== Problem to work on ==
Here is a block of entries. Write out its lines exactly, from the first through the one containing "position:relative; flex:1; overflow:hidden".

== Provided records ==
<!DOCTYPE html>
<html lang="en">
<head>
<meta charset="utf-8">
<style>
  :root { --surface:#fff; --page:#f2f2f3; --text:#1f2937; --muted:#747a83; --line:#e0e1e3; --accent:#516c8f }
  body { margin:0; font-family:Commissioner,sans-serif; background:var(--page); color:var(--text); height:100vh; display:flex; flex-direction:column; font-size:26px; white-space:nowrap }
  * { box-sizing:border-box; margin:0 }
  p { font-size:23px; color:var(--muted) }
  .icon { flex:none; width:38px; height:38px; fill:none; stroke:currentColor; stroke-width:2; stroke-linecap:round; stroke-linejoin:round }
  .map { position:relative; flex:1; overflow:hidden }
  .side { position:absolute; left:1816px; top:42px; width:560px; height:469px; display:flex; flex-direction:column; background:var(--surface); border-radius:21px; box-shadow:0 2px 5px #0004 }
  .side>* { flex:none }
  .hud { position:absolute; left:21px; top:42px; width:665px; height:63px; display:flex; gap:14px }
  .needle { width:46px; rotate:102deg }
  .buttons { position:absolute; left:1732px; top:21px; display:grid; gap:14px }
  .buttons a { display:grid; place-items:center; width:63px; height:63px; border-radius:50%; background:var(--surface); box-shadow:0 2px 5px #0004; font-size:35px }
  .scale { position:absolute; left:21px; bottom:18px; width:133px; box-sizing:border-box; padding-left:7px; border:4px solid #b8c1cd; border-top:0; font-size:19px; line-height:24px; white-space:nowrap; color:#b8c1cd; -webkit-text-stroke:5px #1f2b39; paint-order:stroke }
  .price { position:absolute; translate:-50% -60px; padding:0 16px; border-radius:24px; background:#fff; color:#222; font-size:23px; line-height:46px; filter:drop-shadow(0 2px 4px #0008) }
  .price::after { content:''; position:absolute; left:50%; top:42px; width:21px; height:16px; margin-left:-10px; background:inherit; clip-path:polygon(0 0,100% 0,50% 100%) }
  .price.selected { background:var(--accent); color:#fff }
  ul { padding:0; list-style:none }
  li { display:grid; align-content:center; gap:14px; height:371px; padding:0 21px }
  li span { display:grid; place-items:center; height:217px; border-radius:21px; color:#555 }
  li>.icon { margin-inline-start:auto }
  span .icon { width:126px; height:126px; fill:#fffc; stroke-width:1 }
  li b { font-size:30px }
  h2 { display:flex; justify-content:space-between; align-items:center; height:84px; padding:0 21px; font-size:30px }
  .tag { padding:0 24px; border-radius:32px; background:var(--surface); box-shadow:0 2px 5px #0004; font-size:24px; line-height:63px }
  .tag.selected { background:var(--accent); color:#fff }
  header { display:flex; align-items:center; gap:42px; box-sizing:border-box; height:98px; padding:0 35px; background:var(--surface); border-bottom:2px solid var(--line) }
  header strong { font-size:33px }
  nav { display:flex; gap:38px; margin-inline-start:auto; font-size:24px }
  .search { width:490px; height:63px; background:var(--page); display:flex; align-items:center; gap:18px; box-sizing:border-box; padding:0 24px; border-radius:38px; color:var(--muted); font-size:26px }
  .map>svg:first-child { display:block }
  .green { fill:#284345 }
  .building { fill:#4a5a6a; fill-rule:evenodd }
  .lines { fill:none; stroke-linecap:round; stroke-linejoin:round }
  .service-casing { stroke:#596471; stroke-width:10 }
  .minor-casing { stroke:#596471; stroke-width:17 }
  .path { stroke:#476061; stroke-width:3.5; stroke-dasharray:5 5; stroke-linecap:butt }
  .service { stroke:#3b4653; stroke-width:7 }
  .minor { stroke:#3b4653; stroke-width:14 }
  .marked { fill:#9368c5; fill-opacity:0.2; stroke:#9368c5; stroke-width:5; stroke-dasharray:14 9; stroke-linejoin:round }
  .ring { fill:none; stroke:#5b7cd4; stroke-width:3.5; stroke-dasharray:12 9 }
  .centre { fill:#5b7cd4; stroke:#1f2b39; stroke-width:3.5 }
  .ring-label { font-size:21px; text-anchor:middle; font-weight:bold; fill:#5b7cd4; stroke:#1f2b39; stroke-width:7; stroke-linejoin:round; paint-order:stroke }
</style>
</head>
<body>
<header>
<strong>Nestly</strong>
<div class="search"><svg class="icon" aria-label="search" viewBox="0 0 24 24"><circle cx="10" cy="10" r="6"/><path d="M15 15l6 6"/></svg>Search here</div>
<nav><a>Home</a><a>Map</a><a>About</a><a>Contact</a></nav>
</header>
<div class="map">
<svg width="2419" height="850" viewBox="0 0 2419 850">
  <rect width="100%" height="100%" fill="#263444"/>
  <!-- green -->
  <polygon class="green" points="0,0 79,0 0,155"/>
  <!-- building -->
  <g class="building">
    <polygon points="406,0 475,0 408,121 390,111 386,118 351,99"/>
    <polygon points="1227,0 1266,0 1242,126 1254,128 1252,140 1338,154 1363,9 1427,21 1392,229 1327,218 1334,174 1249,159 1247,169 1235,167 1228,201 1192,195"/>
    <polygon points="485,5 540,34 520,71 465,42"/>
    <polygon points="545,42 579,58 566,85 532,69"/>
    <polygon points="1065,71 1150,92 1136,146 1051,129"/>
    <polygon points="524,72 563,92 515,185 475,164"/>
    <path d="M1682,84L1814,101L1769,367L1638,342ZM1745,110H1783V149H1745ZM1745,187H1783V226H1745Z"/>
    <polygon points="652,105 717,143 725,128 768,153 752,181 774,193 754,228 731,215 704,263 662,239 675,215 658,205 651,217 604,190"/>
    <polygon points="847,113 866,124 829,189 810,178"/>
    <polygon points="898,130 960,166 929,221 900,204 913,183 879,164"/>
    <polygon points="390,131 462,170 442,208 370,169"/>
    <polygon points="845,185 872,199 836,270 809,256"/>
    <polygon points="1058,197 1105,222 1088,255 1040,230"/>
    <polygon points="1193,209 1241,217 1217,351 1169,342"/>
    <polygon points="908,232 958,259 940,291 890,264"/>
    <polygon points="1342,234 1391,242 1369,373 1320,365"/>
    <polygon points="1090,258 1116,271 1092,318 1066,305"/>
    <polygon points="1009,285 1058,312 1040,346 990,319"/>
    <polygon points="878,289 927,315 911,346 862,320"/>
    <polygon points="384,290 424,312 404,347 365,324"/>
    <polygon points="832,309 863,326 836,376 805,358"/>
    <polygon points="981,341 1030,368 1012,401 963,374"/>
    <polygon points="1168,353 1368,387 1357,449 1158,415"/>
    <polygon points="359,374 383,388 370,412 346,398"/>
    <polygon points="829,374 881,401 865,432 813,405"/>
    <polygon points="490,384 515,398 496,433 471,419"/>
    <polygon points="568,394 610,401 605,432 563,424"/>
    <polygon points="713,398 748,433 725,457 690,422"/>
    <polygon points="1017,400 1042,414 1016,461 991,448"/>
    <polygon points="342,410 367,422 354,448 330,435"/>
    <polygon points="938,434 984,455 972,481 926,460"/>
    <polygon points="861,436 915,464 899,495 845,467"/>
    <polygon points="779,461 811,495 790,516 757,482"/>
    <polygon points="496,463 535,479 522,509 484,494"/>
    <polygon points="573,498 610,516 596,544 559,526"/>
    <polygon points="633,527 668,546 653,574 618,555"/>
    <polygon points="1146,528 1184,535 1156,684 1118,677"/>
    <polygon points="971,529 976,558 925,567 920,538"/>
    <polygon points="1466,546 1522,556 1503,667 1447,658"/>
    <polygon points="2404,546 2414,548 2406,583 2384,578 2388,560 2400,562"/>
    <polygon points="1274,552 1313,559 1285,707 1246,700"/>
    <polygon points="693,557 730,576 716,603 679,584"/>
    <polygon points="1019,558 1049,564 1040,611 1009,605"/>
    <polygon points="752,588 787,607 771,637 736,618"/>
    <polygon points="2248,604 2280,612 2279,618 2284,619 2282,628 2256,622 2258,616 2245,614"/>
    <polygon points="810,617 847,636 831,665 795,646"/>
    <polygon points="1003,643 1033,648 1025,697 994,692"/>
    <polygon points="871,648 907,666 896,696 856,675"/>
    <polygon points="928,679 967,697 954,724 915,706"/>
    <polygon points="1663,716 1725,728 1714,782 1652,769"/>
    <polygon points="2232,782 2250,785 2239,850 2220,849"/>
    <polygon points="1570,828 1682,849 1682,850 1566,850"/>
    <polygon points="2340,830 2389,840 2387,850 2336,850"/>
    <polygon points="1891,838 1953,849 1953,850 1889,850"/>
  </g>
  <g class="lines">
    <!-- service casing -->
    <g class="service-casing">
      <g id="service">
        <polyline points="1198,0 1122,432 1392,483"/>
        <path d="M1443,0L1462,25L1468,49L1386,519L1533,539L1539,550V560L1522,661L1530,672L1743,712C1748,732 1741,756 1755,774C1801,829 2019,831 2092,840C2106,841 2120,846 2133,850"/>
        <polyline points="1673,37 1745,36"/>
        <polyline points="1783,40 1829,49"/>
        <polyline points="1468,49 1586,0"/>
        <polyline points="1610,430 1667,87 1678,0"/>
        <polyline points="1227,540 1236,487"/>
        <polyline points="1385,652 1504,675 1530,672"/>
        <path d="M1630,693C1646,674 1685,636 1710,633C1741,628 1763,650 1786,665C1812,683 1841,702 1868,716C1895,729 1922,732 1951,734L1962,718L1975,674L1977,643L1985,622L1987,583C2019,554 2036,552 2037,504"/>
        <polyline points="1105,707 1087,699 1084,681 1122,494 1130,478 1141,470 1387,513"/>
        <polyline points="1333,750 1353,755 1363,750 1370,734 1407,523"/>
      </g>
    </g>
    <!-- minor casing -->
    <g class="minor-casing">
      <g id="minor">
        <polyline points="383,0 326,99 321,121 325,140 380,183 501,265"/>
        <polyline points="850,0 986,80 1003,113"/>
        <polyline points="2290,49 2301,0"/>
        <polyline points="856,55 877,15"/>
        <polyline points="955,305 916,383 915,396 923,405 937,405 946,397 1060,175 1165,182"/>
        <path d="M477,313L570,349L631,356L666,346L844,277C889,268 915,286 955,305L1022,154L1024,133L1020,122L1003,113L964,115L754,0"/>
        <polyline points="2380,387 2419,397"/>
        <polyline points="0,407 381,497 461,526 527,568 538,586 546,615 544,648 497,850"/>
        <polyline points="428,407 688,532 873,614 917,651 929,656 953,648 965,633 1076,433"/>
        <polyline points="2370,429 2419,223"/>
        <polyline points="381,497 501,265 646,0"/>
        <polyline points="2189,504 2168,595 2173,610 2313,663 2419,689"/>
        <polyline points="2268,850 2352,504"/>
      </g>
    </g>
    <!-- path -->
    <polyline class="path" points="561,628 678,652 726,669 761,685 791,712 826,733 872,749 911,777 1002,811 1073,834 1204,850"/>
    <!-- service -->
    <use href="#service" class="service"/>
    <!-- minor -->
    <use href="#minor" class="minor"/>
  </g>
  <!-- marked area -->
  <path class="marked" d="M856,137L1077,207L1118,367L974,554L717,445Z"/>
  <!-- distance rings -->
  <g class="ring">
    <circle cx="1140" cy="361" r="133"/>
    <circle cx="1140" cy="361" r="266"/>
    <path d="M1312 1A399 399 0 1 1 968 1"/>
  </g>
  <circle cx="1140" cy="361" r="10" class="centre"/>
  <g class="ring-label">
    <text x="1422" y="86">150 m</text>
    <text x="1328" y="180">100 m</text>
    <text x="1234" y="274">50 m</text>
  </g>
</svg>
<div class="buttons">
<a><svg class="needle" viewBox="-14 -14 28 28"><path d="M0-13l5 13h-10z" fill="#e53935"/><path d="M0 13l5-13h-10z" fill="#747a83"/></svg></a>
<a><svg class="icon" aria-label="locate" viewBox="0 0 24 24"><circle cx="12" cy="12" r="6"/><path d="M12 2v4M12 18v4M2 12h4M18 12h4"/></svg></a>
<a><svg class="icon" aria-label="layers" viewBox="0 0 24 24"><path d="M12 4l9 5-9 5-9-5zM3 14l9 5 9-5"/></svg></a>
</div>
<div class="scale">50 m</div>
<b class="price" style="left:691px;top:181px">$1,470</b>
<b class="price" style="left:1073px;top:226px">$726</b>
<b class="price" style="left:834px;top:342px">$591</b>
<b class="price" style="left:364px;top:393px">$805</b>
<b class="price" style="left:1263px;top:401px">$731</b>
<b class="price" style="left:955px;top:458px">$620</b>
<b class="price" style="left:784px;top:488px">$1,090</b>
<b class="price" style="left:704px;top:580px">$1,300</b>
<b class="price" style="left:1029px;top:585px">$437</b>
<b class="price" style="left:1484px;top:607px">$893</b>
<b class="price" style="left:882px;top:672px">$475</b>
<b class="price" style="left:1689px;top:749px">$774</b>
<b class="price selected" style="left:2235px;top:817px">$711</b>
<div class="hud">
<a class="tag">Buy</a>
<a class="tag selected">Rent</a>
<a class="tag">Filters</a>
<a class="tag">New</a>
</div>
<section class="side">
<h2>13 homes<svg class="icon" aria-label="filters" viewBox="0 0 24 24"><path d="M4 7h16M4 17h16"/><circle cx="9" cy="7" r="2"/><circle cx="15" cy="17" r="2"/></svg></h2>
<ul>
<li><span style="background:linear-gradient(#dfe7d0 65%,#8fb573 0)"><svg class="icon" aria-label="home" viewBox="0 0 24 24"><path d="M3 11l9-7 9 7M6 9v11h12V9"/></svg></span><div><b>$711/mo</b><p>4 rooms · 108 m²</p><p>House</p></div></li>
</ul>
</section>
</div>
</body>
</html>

== Task result ==
<!DOCTYPE html>
<html lang="en">
<head>
<meta charset="utf-8">
<style>
  :root { --surface:#fff; --page:#f2f2f3; --text:#1f2937; --muted:#747a83; --line:#e0e1e3; --accent:#516c8f }
  body { margin:0; font-family:Commissioner,sans-serif; background:var(--page); color:var(--text); height:100vh; display:flex; flex-direction:column; font-size:26px; white-space:nowrap }
  * { box-sizing:border-box; margin:0 }
  p { font-size:23px; color:var(--muted) }
  .icon { flex:none; width:38px; height:38px; fill:none; stroke:currentColor; stroke-width:2; stroke-linecap:round; stroke-linejoin:round }
  .map { position:relative; flex:1; overflow:hidden }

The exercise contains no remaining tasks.